Exercise directions:
State how many lines in the listing below contain the word "controls", with no other words.

Dataset records:

---

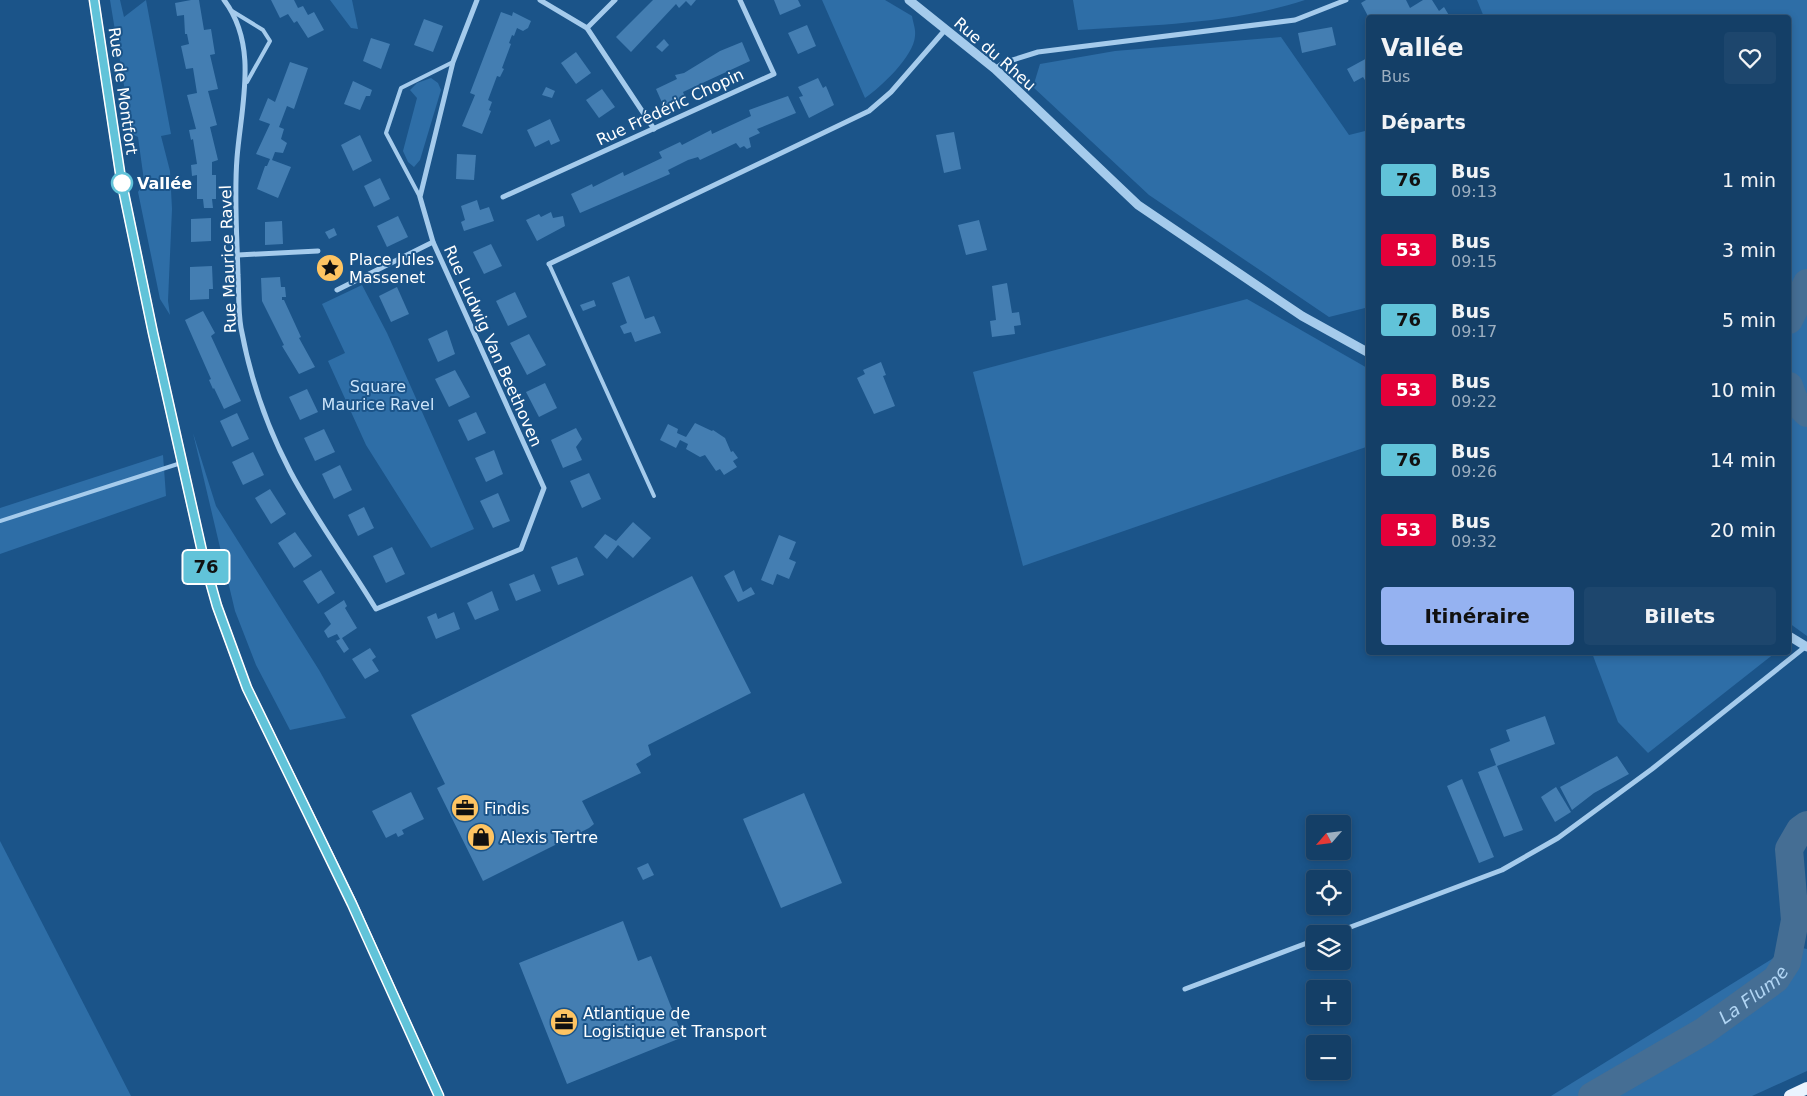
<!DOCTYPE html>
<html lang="fr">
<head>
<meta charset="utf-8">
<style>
	body { margin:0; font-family:"DejaVu Sans",sans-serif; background:#1d466d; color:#f1f3f6; height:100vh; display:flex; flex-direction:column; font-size:19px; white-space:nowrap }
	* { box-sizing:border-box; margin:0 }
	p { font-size:16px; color:#9dafc0 }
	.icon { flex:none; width:28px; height:28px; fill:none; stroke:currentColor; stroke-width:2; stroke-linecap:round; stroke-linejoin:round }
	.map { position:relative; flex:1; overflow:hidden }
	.sheet { position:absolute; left:1366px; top:15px; width:425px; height:640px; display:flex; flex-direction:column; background:#143f67; border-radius:5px; box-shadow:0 2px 8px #0003,0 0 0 1px #33587b }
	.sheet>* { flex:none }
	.badge { padding:0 10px; border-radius:4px; font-size:18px; line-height:32px }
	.needle { width:32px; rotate:242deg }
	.controls { position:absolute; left:1306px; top:815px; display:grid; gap:10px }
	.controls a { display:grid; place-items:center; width:45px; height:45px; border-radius:5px; background:#143f67; box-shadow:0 2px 8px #0003,0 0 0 1px #33587b; font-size:25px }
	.map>.badge { position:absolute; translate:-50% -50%; box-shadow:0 0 0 2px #fff }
	h2 { padding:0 15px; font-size:19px; line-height:45px }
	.round { display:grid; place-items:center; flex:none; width:52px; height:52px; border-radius:5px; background:#1d466d }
	.summary { display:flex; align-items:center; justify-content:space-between; height:85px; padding:0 15px }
	h1 { font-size:24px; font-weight:700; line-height:38px }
	.cta { display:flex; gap:10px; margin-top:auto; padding:10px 15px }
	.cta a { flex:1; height:58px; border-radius:5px; background:#95b2f1; color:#111; font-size:20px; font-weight:700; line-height:58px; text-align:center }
	.cta a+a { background:#1d466d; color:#f1f3f6 }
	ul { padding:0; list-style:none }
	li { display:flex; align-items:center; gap:15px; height:70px; padding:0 15px }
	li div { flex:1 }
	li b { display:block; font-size:19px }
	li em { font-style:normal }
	li .badge { min-width:55px; font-weight:700; text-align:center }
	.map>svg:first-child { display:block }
	.green { fill:#2e6ea7 }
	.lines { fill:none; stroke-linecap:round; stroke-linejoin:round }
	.river { stroke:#456e94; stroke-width:28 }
	.building { fill:#447eb2 }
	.service { stroke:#a5cbec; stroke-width:4 }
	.minor { stroke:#a5cbec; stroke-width:5 }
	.tertiary { stroke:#a5cbec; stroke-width:9 }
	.secondary { stroke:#d1e6f9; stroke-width:10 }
	.primary { stroke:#eaf4ff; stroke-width:12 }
	.line-casing { stroke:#fff; stroke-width:11 }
	.line { stroke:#61c3d9; stroke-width:8 }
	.stop-dot { fill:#fff; stroke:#61c3d9; stroke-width:2.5 }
	.labels { text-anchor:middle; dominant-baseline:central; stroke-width:4; stroke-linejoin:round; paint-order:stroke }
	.street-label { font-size:16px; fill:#fff; stroke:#1b5489 }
	.stop-label { font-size:16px; font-weight:bold; fill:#fff; stroke:#1b5489; text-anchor:start }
	.poi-label { font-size:16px; fill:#fff; stroke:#1b5489; text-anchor:start }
	.park-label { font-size:16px; fill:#cae3f9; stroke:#1b5489 }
	.water-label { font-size:18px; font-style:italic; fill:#b1d5f4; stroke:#1b5489 }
</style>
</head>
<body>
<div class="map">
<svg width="1807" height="1096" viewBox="0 0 1807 1096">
	<rect width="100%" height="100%" fill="#1b5489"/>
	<g class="green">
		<path d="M110 0H120L124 17 146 0 171 134 161 136 170 171 172 209 168 301 170 315 160 299 138 192 141 187 145 188 138 137 132 134Z"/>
		<path d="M330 0H352L358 29 351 28Z"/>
		<path d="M822 0H885L912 16C913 23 916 29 915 36 914 56 881 87 865 98Z"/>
		<path d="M1073 0H1305C1232 24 1153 25 1078 30Z"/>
		<path d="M1477 0H1807V636L1789 623V18L1484 17Z"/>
		<path d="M1281 37 1349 135 1369 130V307L1329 317 1149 195 1033 87 1040 64 1115 51Z"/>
		<path d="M431 78 438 83 441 90 420 160 414 167 408 162 403 151 417 98 410 90 417 83Z"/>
		<path d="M362 285 387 333 474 529 431 548 366 445 328 361 345 353 322 304Z"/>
		<path d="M1247 299 1369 369V446L1023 566 973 372Z"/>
		<path d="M193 433 216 506 319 670 346 718 290 730 256 665 235 611Z"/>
		<path d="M163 455 166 496 0 554V508Z"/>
		<path d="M1592 653H1775L1648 753 1618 722Z"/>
		<path d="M0 841 131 1096H0Z"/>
		<path d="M1793 946 1807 949V1071L1752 1096H1551Z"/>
	</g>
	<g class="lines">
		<g class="river">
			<path d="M1789 320 1807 283"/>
			<path d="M1789 386 1794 400 1807 413"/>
			<path id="s1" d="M1592 1096 1704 1031 1776 979 1787 962 1795 920 1789 849 1800 830 1807 825"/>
		</g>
	</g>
	<g class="building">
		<path d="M191 0H199L204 30 211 29 215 54 210 55 218 89 208 91 217 125 210 127 218 160 212 162V175H216V199H212L213 208H204L203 199H197V175L192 176 191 165 197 164 193 139 191 140 189 130 196 129 187 95 197 93 193 68 186 69 181 46 189 44 187 34H185L184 15 177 16 175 3Z"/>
		<path d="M271 0H294L298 8 303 6 308 15 314 12 324 30 308 38 297 21 294 23 288 14 280 18Z"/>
		<path d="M653 0H696L691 6 686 1 679 8 676 4 631 52 616 37Z"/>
		<path d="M774 0H798L801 6 780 15Z"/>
		<path d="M1366 0H1406L1410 8 1423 0H1432L1439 11 1444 7 1450 17 1369 18 1361 3Z"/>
		<path d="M501 12 512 16 513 12 531 21 528 28 523 31 517 28 514 36 512 35 509 43 511 44 502 68 504 69 500 77 497 76 488 100 492 102 489 110 491 111 482 134 462 126 475 95 470 93Z"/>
		<path d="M424 19 443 26 433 52 414 45Z"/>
		<path d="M807 25 816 46 798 54 788 33Z"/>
		<path d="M1332 27 1336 45 1302 53 1298 33Z"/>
		<path d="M371 38 390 44 381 69 363 61Z"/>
		<path d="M664 39 669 45 662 52 656 47Z"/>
		<path d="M742 42 750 61 683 92 685 97 664 107 656 89 677 79 675 75 684 73 720 51Z"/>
		<path d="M576 52 591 73 576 84 561 63Z"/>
		<path d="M1369 57V86L1363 77 1354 82 1347 69Z"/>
		<path d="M290 62 308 68 294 109 287 106 279 127 284 129 281 139 287 143 283 153 275 152 272 160 291 167 278 198 257 189 265 166H267L270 159 256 154 270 124 259 120 268 98 275 102Z"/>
		<path d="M818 78 823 88 826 86 834 105 809 118 799 97 803 96 798 87Z"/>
		<path d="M353 81 372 90 370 96H366L360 110 344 104Z"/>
		<path d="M546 87 555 91 552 98 542 95Z"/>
		<path d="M602 89 615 107 599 118 586 100Z"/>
		<path d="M788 96 796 113 757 129 760 133 749 138 751 147 747 149 744 146 740 148 736 143 700 160 698 157 688 160 668 170 670 174 580 213 571 194 592 184 593 187 623 172 624 176 662 158 659 152 680 142 682 145 711 130 712 134 751 116 749 110Z"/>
		<path d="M550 119 560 141 551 145 549 140 535 147 527 130Z"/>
		<path d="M954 132 961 169 944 173 936 135Z"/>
		<path d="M360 135 372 161 353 171 341 145Z"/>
		<path d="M457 154 476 155 474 180 456 179Z"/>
		<path d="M380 178 390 199 374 207 364 186Z"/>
		<path d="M477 200 480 210 489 207 494 221 464 231 461 222 465 220 461 206Z"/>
		<path d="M551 212 553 218 563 216 565 226 537 241 526 220 539 214 541 217Z"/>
		<path d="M398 216 408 237 387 247 377 226Z"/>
		<path d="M211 218V241L191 242V219Z"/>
		<path d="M979 220 987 250 966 255 958 225Z"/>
		<path d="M282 221 283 244 265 245V222Z"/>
		<path d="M334 228 337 235 329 239 325 232Z"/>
		<path d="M491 244 502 266 484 274 473 252Z"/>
		<path d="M212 266 213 289H209V299L190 300V267Z"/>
		<path d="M629 276 645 319 654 316 661 333 635 342 631 332 624 334 620 326 627 323 612 283Z"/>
		<path d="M280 277 281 287H285L286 297H282V300H284L301 337 299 338 315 367 299 374 282 346 284 345 262 301 261 278Z"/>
		<path d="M1007 283 1012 313 1019 312 1021 325 1014 326 1015 334 992 337 990 321 996 320 992 286Z"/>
		<path d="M397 287 409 314 391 322 379 296Z"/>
		<path d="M515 292 527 317 508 326 496 301Z"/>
		<path d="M594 300 596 306 583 311 580 305Z"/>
		<path d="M203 311 215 333 211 336 241 401 224 409 214 388 213 389 209 380 211 379 185 320Z"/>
		<path d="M447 330 455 354 438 362 428 339Z"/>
		<path d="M529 334 546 365 527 375 510 343Z"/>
		<path d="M881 362 886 375 883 376 895 406 874 414 857 378 865 374 863 370Z"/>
		<path d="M455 370 470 397 449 407 435 379Z"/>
		<path d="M545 383 557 408 539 417 526 392Z"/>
		<path d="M307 389 318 412 300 420 289 397Z"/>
		<path d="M476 412 486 433 468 441 458 420Z"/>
		<path d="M237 413 249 439 232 447 220 421Z"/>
		<path d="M695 423 712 431 713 430 725 438 731 452 733 451 738 458 733 461 737 467 724 475 720 469 716 471 705 455 700 457 686 449 688 444 680 440 676 448 660 440 668 424 678 429 677 433 686 437Z"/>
		<path d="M576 428 582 439 576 447 582 460 563 468 551 440Z"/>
		<path d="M324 429 335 452 315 461 304 438Z"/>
		<path d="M494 450 503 474 486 482 475 458Z"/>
		<path d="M253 452 264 475 243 485 232 462Z"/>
		<path d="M340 465 352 490 334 499 322 474Z"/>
		<path d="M589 473 601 499 582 508 570 481Z"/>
		<path d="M270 489 286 514 271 524 255 498Z"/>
		<path d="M498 493 510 521 493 528 480 501Z"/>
		<path d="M364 507 374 528 358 536 348 515Z"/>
		<path d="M633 522 651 538 633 558 618 545 607 559 594 547 605 534 616 541Z"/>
		<path d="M295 532 312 556 294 568 278 543Z"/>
		<path d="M779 535 796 542 789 559 796 562 789 579 777 574 773 585 761 580Z"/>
		<path d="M392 547 405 574 386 583 373 556Z"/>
		<path d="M577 557 584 575 558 585 551 567Z"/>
		<path d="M321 570 335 593 318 604 303 581Z"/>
		<path d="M734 570 743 592 751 587 755 594 738 602 724 576Z"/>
		<path d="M534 574 541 591 516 601 509 584Z"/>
		<path d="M692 576 751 693 648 745 651 755 636 764 641 773 582 801 594 824 589 828 483 881 437 788 445 784 411 715Z"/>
		<path d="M492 591 499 610 475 620 467 603Z"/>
		<path d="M344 600 347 606 345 608 357 628 342 638 349 649 344 653 336 641 340 639 337 634 328 638 324 631 331 624 324 613Z"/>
		<path d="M454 612 460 629 436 639 427 617 436 613 438 619Z"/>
		<path d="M370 648 376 657 372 660 379 671 365 679 352 659Z"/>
		<path d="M1545 716 1555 744 1497 766 1523 830 1504 837 1478 772 1496 765 1490 749 1510 741 1506 730Z"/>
		<path d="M1617 756 1629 774 1594 793 1572 810 1560 787Z"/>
		<path d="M1462 779 1494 857 1479 863 1447 786Z"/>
		<path d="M1556 787 1571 812 1555 822 1541 797Z"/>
		<path d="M411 792 424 819 402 830 404 834 398 837 396 833 386 838 372 811Z"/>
		<path d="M804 793 842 883 781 908 743 819Z"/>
		<path d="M648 863 654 875 643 880 637 868Z"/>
		<path d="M623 921 638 961 651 956 683 1037 567 1084 519 963Z"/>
	</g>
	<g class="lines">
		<g class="service">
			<path d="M232 11 263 30 270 41 247 82"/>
			<path d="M420 197 386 133 401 88 453 62"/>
			<path d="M549 264 654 496"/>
			<path d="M0 521 181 463"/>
		</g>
		<g class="minor">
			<path d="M224 0C259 46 241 106 237 158 234 196 237 237 238 275 239 292 238 311 241 328 250 377 267 427 290 471 314 517 349 564 376 609L521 549 544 488 433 242 420 197 453 62 477 0"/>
			<path d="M540 0 587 28 654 129"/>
			<path d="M587 28 615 0"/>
			<path d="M995 69 1003 63 1038 52 1295 20 1346 0"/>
			<path d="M503 197 774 74 740 0"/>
			<path d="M238 255 318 251"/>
			<path d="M549 264 869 111 891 92 945 30"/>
			<path d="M337 290 433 242"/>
			<path d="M1332 934 1502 870 1558 838 1652 769 1805 647"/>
			<path d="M1185 989 1315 940"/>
		</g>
		<g class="tertiary">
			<path d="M909 0 995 69 1138 205 1302 316 1369 353"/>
			<path d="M1789 636 1807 647"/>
		</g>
		<path class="secondary" d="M94 0 121 179 153 333 204 560 217 606 247 688 352 903 439 1096"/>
		<path class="primary" d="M1790 1096 1807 1088"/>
	</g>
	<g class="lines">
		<defs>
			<path id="line" d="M94 0 121 179 153 333 204 560 217 606 247 688 352 904 439 1096"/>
		</defs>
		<use href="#line" class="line-casing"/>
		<use href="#line" class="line"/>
	</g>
	<defs>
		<symbol id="sight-disc" viewBox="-11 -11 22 22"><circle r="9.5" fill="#fec462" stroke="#1b5489"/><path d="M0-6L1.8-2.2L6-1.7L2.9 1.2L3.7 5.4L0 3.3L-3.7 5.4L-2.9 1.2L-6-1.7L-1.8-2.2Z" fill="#111"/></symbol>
		<symbol id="office-disc" viewBox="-11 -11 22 22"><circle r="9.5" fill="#fec462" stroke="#1b5489"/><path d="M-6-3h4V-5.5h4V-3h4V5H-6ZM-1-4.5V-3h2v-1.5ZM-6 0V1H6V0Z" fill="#111"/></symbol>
		<symbol id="shop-disc" viewBox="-11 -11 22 22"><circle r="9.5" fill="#fec462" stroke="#1b5489"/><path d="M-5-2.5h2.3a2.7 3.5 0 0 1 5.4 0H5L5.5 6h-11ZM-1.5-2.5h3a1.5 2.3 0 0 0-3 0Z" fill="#111"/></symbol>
	</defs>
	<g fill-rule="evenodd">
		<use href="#sight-disc" x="314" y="252" width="32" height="32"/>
		<use href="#office-disc" x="449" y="792" width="32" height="32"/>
		<use href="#shop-disc" x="465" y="821" width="32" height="32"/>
		<use href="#office-disc" x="548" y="1006" width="32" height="32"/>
	</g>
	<circle class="stop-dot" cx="122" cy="183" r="10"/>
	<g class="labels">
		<g class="street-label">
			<text transform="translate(995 54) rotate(41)">Rue du Rheu</text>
			<text transform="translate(123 91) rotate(82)">Rue de Montfort</text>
			<text transform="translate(670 107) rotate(-25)">Rue Frédéric Chopin</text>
			<text transform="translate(228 259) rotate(-92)">Rue Maurice Ravel</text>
			<text transform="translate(493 346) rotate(66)">Rue Ludwig Van Beethoven</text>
		</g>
		<g class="stop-label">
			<text x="137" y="183">Vallée</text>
		</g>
		<g class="poi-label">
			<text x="349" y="259">Place Jules<tspan x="349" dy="18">Massenet</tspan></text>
			<text x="484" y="808">Findis</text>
			<text x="500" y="837">Alexis Tertre</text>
			<text x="583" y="1013">Atlantique de<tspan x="583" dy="18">Logistique et Transport</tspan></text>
		</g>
		<g class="park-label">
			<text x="378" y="386">Square<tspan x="378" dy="18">Maurice Ravel</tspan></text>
		</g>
		<g class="water-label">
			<text stroke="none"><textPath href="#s1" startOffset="191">La Flume</textPath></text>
		</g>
	</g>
</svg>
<div class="controls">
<a><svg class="needle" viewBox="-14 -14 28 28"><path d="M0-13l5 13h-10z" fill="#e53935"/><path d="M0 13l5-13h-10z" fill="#9dafc0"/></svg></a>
<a><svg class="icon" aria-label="locate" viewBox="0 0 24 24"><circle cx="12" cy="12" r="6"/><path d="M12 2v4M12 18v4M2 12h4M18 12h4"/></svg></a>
<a><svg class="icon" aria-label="layers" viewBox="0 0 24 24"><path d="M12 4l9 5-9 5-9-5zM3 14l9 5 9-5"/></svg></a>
<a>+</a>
<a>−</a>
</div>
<b class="badge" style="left:206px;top:567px;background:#61c3d9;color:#111">76</b>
<section class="sheet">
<div class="summary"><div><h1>Vallée</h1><p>Bus</p></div><a class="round"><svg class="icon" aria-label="heart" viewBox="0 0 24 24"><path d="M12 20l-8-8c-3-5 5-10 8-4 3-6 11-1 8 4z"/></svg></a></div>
<h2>Départs</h2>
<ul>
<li><span class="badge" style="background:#61c3d9;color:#111">76</span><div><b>Bus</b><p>09:13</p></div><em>1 min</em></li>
<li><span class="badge" style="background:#e4003a;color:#fff">53</span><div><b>Bus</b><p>09:15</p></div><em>3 min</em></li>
<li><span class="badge" style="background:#61c3d9;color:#111">76</span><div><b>Bus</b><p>09:17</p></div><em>5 min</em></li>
<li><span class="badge" style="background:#e4003a;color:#fff">53</span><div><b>Bus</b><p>09:22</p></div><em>10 min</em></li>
<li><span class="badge" style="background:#61c3d9;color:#111">76</span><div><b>Bus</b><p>09:26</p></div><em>14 min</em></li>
<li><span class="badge" style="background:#e4003a;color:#fff">53</span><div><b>Bus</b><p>09:32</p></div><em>20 min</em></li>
</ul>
<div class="cta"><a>Itinéraire</a><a>Billets</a></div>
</section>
</div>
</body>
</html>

---

Answer box:
3